The length of the fields can be different, especially for “description”, however I used max values to cover every possible case

I also made a query to import a data from xml file to table so it is written as table, but not xml


use FTPdatabase

GO

DECLARE @messagebody XML

 

SELECT @messagebody = BulkColumn

FROM OPENROWSET(BULK ‘C:\year.xml’, SINGLE_CLOB) AS X –change to your path

 

INSERT INTO [ftplog]

select  a.value(N'(./log_time)[1]’, N’nvarchar (17)’) as [log_time],

a.value(N'(./description[1])’, N’nvarchar (30)’)) as [description],

a.value(N'(./user[1])’, N’nvarchar (30)’) as [user],

a.value(N'(./host[1])’, N’nvarchar (30)’) as [host],

a.value(N'(./lstnconnaddr[1])’, N’nvarchar(30)’) as [lstnconnaddr],

a.value(N'(./cliconnaddr[1])’, N’nvarchar (30)’) as [cliconnaddr],

a.value(N'(./cmd[1])’, N’nvarchar (30)’) as [command]

from @messagebody.nodes(‘/log/entry’) as r(a);


This query is designed for this specific xml structure, so for different xml it need to be changed. As you can see I skip some unnecessary fields from xml, like sessionid, host, sguid and so on.

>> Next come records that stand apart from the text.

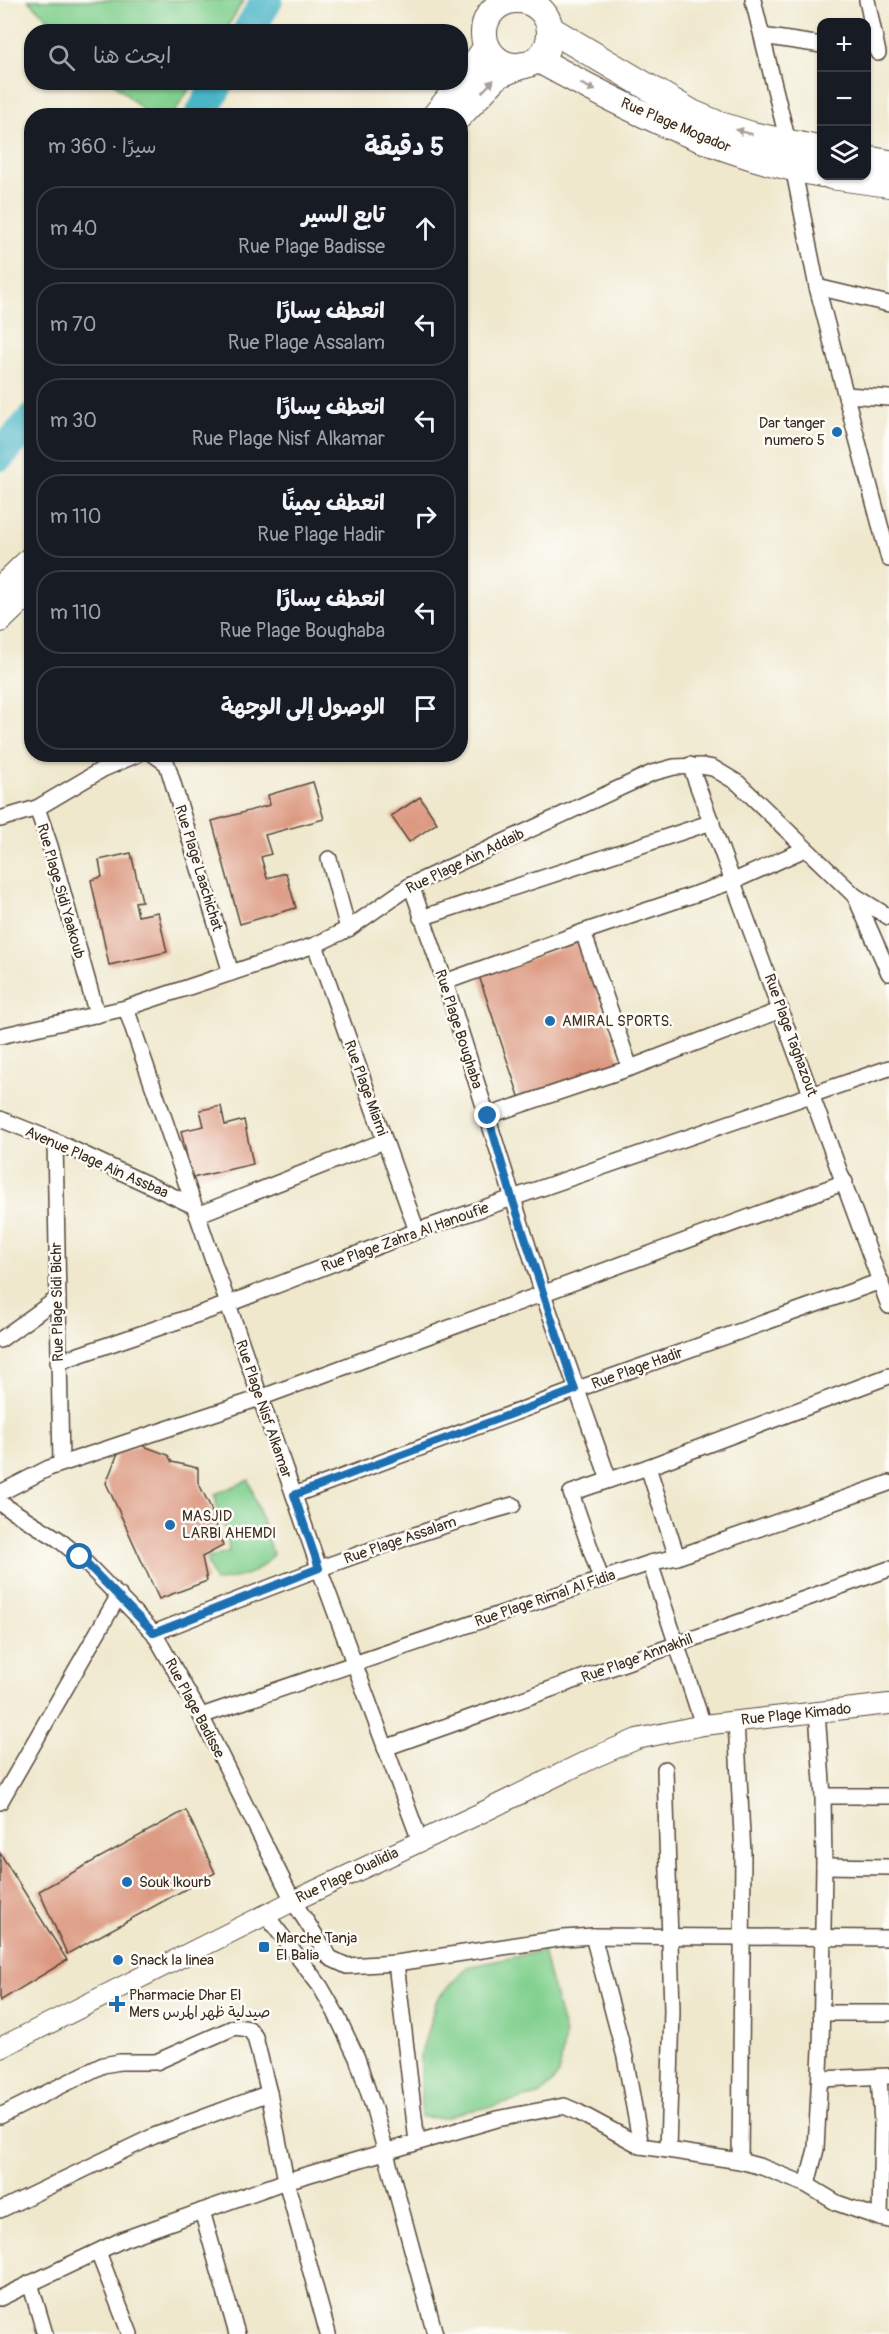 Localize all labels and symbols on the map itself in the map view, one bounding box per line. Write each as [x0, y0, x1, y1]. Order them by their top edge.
one-way arrow [481, 78, 495, 93]
one-way arrow [580, 82, 597, 91]
street label: Rue Plage Mogador [618, 94, 734, 157]
one-way arrow [735, 127, 753, 136]
place label: Dar tanger numero 5 [759, 414, 826, 450]
marker: Dar tanger numero 5 [830, 425, 844, 439]
street label: Rue Plage Laachichat [170, 803, 227, 934]
street label: Rue Plage Sidi Yaakoub [32, 821, 89, 961]
street label: Rue Plage Ain Addaib [403, 825, 528, 898]
street label: Rue Plage Boughaba [430, 967, 487, 1091]
street label: Rue Plage Taghazout [759, 971, 822, 1100]
place label: AMIRAL SPORTS. [562, 1012, 673, 1031]
marker: AMIRAL SPORTS. [543, 1014, 557, 1028]
street label: Rue Plage Miami [339, 1038, 392, 1139]
route end [474, 1102, 500, 1128]
street label: Avenue Plage Ain Assbaa [22, 1122, 171, 1203]
street label: Rue Plage Zahra Al Hanoufie [319, 1198, 492, 1277]
street label: Rue Plage Sidi Bichr [47, 1241, 68, 1362]
street label: Rue Plage Nisf Alkamar [231, 1338, 296, 1481]
street label: Rue Plage Hadir [589, 1343, 686, 1394]
place label: MASJID LARBI AHEMDI [182, 1507, 276, 1543]
street label: Rue Plage Assalam [341, 1512, 459, 1569]
marker: MASJID LARBI AHEMDI [163, 1518, 177, 1532]
route start [66, 1543, 92, 1569]
street label: Rue Plage Rimal Al Fidia [472, 1566, 618, 1631]
street label: Rue Plage Annakhil [579, 1629, 696, 1687]
street label: Rue Plage Badisse [160, 1655, 229, 1762]
street label: Rue Plage Kimado [740, 1699, 852, 1730]
street label: Rue Plage Oualidia [293, 1843, 402, 1908]
place label: Souk lkourb [139, 1873, 211, 1892]
marker: Souk lkourb [120, 1875, 134, 1889]
place label: Marche Tanja El Balia [276, 1929, 357, 1965]
marker: Marche Tanja El Balia [257, 1940, 271, 1954]
place label: Snack la linea [130, 1951, 214, 1970]
marker: Snack la linea [111, 1953, 125, 1967]
place label: Pharmacie Dhar El Mers صيدلية ظهر المرس [129, 1986, 270, 2022]
marker: Pharmacie Dhar El Mers صيدلية ظهر المرس [110, 1997, 124, 2011] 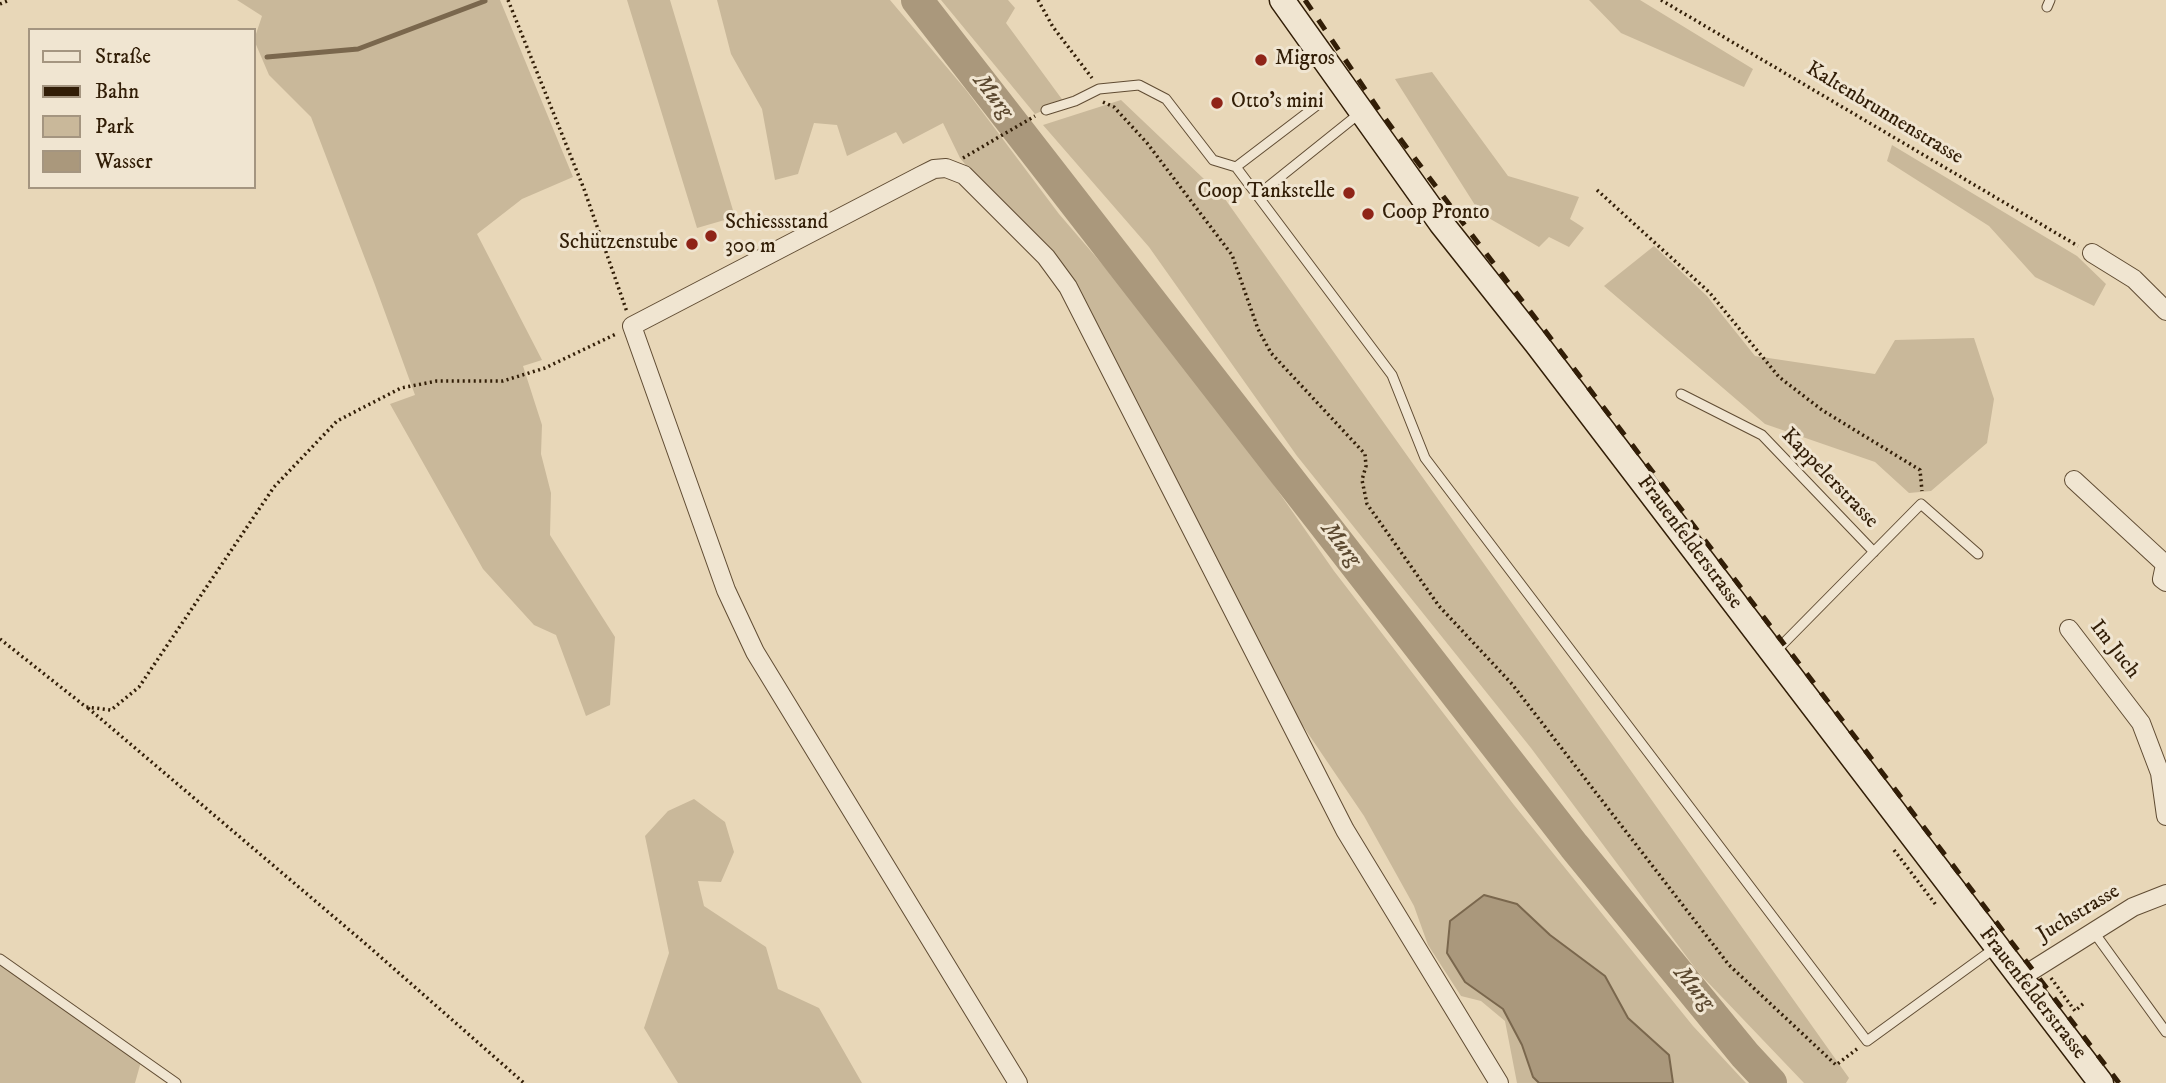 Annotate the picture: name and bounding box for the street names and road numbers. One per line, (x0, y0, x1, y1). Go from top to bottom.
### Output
street label: Kaltenbrunnenstrasse (1801, 57, 1967, 171)
street label: Kappelerstrasse (1775, 424, 1883, 534)
street label: Frauenfelderstrasse (1631, 471, 1747, 615)
street label: Im Juch (2083, 616, 2145, 684)
street label: Juchstrasse (2033, 880, 2125, 948)
street label: Frauenfelderstrasse (1973, 923, 2091, 1065) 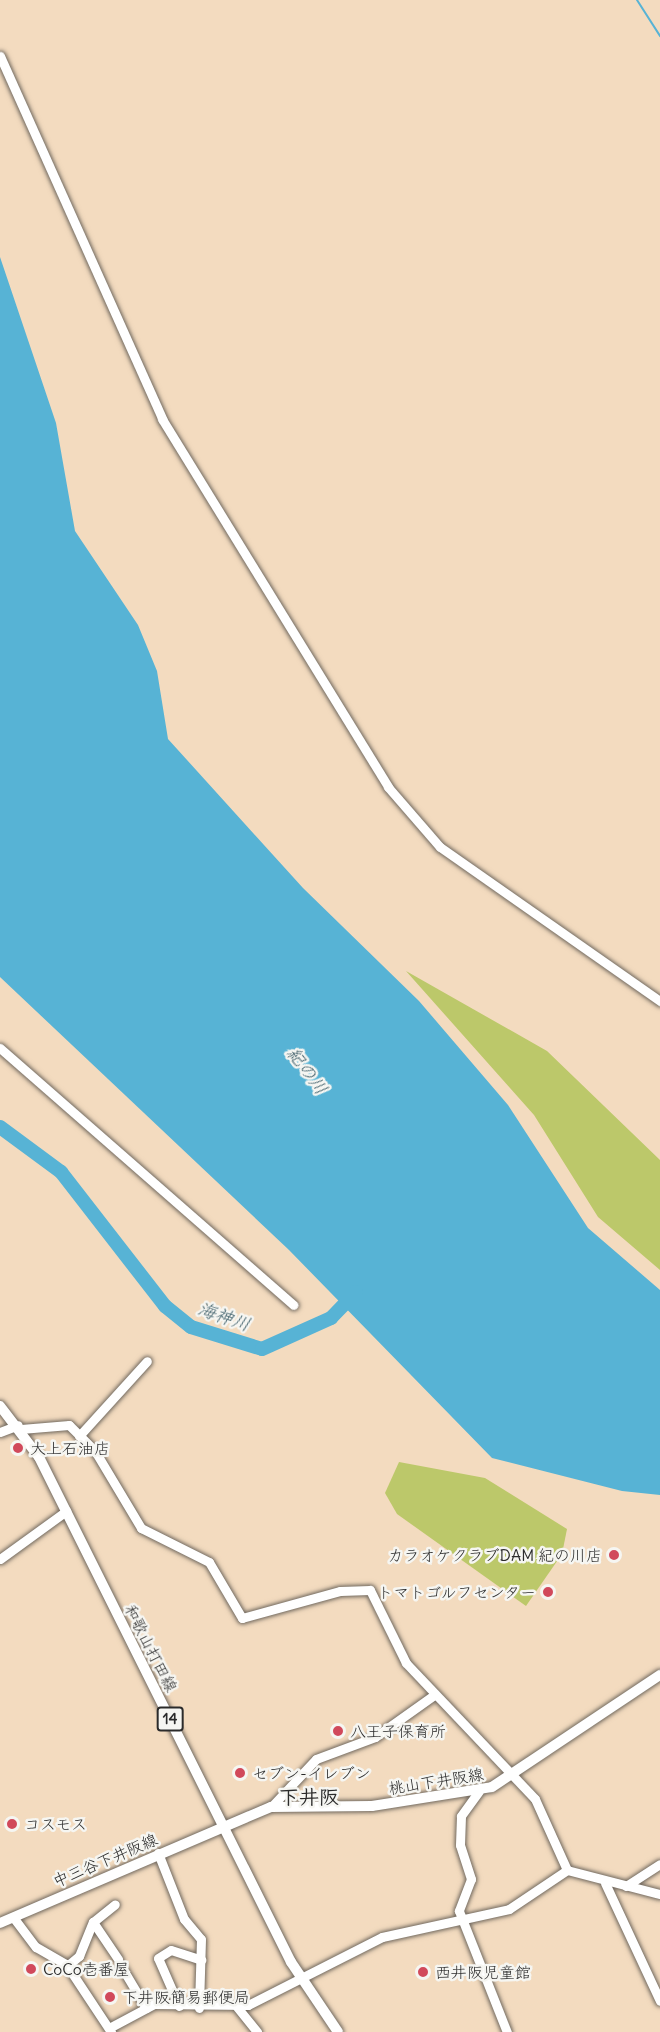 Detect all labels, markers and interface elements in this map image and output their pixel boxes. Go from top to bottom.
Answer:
water label: 紀の川 [282,1043,332,1099]
water label: 海神川 [195,1298,253,1336]
place label: 大上石油店 [30,1438,110,1458]
marker: 大上石油店 [11,1441,25,1455]
place label: カラオケクラブDAM 紀の川店 [388,1545,602,1565]
marker: カラオケクラブDAM 紀の川店 [607,1548,621,1562]
place label: トマトゴルフセンター [376,1582,536,1602]
marker: トマトゴルフセンター [541,1585,555,1599]
street label: 和歌山打田線 [121,1601,181,1695]
road number: 14 [156,1707,184,1731]
place label: 八王子保育所 [350,1721,446,1741]
marker: 八王子保育所 [331,1724,345,1738]
place label: セブン-イレブン [252,1763,371,1783]
street label: 桃山下井阪線 [387,1764,485,1798]
marker: セブン-イレブン [233,1766,247,1780]
district label: 下井阪 [279,1784,339,1808]
place label: コスモス [24,1814,88,1834]
marker: コスモス [5,1817,19,1831]
street label: 中三谷下井阪線 [50,1829,160,1891]
place label: CoCo壱番屋 [43,1959,130,1979]
marker: CoCo壱番屋 [24,1962,38,1976]
place label: 西井阪児童館 [435,1962,531,1982]
marker: 西井阪児童館 [416,1965,430,1979]
place label: 下井阪簡易郵便局 [122,1987,250,2007]
marker: 下井阪簡易郵便局 [103,1990,117,2004]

After the first run, I got an error message that it cannot read some symbols, sure, it cannot! FTP was installed on Swedish, and I had different settings on my laptop, so I had to change language for non Unicode programs to be Swedish and restart laptop. By the way, before laptop I was trying to import data to SQL Server installed on virtual machine, which is used quite a lot by different people. Query was running for years, so I decided to use my laptop with SSD and 12gigs of RAM.

Untitled_1

On the small files import query was running fine, but when I started it against xml with data for the last year it gave me an error message

Msg 9420, Level 16, State 1, Line 5

XML parsing: line 42131402, character 49, illegal xml character

 

It is not possible to view 4Gb file in notepad. First I tried to use powershell, but it took whole memory and was running for years. Therefore I made a vbs script to read a line with specific number


Set objFSO=CreateObject(“Scripting.FileSystemObject”)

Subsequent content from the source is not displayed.